I am new to LISP and I encounter this problem with the below code.
(defun knights-tour-brute (x y m n)
(setq height m)
(setq width n)
(setq totalmoves (* height width))
(setq steps 1)
(setq visited-list (list (list x y)))
(tour-brute (list (list x y))))
(defun tour-brute (L)
(cond
((null L) NIL)
((= steps totalmoves) L)
(t
(let ((nextmove (generate L)))
(cond ((null nextmove) (backtrack (car (last L)))
(tour-brute (reverse (cdr (reverse L)))))
(t (setq visited-list (append visited-list (list nextmove)))
(tour-brute (append L (list nextmove)))))))))
(defun generate (L)
(let ((x (caar (last L)))
(y (cadar (last L))))
(setq steps (+ 1 steps))
(cond
((correct-state(+ x 2) (+ y 1) L) (list (+ x 2) (+ y 1)))
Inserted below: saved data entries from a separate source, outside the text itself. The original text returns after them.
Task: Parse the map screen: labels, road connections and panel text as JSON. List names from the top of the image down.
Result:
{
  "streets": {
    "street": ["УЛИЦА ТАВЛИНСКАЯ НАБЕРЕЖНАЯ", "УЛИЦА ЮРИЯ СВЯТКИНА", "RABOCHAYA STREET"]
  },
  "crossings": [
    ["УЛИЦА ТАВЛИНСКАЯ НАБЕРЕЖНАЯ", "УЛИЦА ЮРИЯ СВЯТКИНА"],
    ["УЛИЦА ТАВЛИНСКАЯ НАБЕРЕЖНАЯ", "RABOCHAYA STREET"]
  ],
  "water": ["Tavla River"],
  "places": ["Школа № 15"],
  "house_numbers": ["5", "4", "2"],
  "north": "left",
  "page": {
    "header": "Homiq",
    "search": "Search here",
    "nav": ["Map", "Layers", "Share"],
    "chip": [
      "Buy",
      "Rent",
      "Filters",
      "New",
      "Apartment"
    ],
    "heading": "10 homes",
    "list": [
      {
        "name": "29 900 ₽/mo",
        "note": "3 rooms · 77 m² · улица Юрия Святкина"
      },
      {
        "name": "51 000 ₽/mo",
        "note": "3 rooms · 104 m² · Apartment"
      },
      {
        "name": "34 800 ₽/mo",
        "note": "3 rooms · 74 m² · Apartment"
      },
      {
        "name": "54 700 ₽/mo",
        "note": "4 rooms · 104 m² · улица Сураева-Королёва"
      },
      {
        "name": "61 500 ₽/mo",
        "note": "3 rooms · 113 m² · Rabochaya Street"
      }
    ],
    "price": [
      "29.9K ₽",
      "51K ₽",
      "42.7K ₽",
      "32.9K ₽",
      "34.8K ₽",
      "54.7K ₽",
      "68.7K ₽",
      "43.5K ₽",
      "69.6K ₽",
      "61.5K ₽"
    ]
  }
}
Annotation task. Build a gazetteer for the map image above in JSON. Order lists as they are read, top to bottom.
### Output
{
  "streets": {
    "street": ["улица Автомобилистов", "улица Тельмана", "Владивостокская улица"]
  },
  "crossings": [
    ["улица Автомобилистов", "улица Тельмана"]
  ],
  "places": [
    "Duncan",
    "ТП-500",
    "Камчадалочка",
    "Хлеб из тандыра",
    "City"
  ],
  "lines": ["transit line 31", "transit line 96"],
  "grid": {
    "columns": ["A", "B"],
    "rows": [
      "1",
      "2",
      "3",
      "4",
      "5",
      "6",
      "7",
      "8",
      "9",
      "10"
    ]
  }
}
((correct-state (+ x 2) (- y 1) L) (list (+ x 2) (- y 1)))
((correct-state (- x 1) (+ y 2) L) (list (- x 1) (+ y 2)))
((correct-state (+ x 1) (+ y 2) L) (list (+ x 1) (+ y 2)))
((correct-state (+ x 1) (- y 2) L) (list (+ x 1) (- y 2)))
((correct-state (- x 1) (- y 2) L) (list (- x 1) (- y 2)))
((correct-state (- x 2) (+ y 1) L) (list (- x 2) (+ y 1)))
((correct-state (- x 2) (- y 1) L) (list (- x 2) (- y 1)))
(t (setq steps (- steps 2)) NIL))))
(defun correct-state (x y L)
(if (and (<= 1 x)
(<= x height)
(<= 1 y)
(<= y width)
(not (visited (list x y) L))
(not (visited (list x y)
(tail (car (last L)) visited-list)))) (list (list x y)) NIL))
(defun tail (L stateslist)
(cond
((equal L (car stateslist)) (cdr stateslist))
(t (tail L (cdr stateslist)))))
(defun visited (L stateslist)
(cond
((null stateslist) NIL)
((equal L (car stateslist)) t)
(t (visited L (cdr stateslist)))))
(defun backtrack (sublist)
(cond
((null visited-list) t)
((equal sublist (car (last visited-list))) t)
(t (setq visited-list (reverse (cdr (reverse visited-list))))
(backtrack sublist))))
It returns me an error *** - Program stack overflow. RESET. When I was googling around, I realise that this is the result of recursion. However I am not sure how should I optimise this code to resolve this issue. Any help is deeply appreciated.
Hi, above is the updated code. This is the test code.
(knights-tour-brute 5 5 1 1)
As I mentioned in the comments, the problem is lacking Tail Call Optimisation (TCO). You might be able to enable that with
(declaim (optimize (speed 3)))
But it depends on your implementation. I'm not sure about CLISP.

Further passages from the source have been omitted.